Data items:

[Start of section]

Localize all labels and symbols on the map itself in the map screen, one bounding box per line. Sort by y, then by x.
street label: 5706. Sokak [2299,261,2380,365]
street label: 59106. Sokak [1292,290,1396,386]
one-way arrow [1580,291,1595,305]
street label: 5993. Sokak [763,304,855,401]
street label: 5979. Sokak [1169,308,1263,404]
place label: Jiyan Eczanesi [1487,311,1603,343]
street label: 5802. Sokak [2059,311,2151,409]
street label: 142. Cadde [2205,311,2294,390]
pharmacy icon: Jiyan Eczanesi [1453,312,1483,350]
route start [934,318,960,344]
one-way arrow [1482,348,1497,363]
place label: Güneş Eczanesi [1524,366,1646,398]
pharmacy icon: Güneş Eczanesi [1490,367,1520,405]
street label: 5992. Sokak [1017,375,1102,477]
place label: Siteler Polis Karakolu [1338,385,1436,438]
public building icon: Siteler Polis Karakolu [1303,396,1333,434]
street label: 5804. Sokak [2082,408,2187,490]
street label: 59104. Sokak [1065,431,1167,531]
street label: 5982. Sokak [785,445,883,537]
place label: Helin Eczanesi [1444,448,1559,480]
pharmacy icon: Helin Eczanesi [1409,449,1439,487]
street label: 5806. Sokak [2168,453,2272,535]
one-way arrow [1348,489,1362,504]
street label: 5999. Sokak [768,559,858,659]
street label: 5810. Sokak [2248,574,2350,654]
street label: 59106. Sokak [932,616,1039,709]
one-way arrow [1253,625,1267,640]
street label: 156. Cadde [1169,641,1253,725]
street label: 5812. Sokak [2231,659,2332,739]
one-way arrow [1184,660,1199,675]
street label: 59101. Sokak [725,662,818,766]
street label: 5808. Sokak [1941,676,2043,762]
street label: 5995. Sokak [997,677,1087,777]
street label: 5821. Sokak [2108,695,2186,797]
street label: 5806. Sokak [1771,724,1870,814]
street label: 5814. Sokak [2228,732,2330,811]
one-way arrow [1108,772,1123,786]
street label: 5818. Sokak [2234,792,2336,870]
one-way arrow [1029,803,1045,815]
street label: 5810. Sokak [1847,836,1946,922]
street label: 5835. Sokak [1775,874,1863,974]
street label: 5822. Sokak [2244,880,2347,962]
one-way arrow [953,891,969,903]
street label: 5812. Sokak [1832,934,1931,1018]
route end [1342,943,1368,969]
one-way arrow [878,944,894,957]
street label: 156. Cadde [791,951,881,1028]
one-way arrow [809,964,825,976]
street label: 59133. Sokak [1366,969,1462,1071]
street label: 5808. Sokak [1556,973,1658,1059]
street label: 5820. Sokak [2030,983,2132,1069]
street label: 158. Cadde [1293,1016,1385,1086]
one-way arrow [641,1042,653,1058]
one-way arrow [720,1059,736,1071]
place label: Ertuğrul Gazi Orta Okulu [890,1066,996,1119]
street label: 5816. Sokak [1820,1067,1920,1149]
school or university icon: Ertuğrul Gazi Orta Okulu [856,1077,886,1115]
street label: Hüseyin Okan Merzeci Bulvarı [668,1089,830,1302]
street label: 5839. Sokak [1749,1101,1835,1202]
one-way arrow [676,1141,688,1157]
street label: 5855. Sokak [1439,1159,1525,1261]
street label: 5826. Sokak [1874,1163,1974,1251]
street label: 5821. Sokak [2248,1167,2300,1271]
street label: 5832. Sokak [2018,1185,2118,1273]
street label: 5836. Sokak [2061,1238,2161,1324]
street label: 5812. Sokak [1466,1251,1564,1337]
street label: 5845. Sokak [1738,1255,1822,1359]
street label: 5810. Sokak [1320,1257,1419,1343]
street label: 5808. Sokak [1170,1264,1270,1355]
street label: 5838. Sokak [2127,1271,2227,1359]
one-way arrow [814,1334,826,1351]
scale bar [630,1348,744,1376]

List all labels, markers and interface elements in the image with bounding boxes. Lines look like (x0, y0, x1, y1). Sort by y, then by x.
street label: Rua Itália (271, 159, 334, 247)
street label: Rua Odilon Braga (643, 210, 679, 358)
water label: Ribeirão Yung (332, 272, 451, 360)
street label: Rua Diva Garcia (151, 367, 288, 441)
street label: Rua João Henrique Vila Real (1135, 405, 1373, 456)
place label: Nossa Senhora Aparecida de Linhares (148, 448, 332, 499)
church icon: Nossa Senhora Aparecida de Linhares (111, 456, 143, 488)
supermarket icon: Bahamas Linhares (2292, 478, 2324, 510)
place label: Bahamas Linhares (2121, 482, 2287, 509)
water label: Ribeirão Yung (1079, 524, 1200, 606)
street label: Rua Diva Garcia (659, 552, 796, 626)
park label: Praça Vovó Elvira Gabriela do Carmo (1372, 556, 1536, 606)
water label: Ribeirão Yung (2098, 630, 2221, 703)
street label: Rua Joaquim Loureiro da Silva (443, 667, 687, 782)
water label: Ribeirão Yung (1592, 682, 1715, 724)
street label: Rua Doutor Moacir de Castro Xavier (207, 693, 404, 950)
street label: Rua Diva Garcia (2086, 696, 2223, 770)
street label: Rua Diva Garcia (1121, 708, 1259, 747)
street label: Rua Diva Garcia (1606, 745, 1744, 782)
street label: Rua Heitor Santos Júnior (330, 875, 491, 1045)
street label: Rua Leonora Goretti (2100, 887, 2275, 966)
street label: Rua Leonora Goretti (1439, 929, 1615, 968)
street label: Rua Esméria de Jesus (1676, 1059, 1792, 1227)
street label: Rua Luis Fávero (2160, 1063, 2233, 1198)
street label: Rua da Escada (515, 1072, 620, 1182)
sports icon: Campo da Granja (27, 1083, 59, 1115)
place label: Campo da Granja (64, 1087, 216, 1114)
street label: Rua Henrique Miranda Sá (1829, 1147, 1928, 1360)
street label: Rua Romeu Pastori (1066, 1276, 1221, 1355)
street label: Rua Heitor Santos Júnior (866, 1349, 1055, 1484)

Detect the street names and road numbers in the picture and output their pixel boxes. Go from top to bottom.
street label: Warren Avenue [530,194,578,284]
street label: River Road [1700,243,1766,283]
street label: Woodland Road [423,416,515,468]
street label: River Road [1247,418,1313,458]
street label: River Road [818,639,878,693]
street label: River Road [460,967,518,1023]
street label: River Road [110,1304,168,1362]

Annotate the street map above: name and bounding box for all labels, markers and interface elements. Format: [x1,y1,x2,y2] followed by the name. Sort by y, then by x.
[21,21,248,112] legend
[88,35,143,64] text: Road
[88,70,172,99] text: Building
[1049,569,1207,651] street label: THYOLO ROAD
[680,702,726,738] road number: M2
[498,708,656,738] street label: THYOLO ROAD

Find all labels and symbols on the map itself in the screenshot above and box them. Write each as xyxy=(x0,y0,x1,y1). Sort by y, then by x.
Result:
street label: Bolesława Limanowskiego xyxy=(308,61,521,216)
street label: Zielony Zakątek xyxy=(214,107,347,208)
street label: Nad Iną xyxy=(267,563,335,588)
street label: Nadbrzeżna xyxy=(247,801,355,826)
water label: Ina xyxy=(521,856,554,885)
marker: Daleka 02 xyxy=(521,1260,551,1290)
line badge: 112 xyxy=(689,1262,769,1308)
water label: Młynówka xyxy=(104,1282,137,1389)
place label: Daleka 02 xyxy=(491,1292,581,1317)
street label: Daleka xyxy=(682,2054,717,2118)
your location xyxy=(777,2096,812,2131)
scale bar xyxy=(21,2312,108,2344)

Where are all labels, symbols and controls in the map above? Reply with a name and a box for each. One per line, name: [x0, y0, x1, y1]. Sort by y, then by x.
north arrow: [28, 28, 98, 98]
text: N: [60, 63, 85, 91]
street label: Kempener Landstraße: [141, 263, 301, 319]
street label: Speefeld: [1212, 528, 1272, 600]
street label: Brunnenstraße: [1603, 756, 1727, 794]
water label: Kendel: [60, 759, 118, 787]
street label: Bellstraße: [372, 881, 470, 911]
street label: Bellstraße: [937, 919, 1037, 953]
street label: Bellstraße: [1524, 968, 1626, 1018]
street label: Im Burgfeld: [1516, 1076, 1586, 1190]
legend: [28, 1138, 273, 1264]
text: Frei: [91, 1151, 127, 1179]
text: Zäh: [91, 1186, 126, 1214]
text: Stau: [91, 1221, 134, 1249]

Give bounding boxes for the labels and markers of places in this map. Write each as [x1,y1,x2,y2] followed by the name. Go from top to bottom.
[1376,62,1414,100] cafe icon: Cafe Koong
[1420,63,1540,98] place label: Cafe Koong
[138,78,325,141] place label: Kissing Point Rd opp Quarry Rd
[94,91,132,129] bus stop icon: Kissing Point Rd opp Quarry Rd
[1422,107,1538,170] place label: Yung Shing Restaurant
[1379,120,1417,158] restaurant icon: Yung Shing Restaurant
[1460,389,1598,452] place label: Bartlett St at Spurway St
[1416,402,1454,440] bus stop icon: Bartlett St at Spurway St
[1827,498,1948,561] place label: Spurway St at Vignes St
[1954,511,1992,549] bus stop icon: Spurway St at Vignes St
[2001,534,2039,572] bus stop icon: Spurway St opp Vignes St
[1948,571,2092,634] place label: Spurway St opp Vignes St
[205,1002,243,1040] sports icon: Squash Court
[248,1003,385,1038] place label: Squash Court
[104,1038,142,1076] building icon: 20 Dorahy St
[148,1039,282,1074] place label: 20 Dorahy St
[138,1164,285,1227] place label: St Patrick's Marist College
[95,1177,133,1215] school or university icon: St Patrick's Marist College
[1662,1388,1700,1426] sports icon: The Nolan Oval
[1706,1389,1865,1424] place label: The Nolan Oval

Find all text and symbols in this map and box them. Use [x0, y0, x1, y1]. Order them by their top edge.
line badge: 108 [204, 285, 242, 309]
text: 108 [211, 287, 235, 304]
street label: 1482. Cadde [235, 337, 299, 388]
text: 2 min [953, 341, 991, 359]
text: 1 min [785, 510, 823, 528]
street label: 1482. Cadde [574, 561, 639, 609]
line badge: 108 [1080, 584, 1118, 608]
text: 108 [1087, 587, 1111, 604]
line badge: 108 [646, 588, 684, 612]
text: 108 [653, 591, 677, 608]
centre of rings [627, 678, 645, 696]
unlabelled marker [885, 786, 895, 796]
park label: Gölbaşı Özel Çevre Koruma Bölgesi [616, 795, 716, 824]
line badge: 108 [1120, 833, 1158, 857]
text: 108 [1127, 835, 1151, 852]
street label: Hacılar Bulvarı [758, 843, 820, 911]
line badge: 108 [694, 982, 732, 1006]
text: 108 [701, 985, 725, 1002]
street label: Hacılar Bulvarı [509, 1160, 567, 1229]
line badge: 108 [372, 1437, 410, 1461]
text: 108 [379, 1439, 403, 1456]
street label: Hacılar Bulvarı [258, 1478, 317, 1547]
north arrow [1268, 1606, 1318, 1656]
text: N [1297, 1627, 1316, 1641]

[End of section]

--- Problem details ---
Answer with the count alone: how many lines in the data above have "College" in them?

--- Finished task ---
2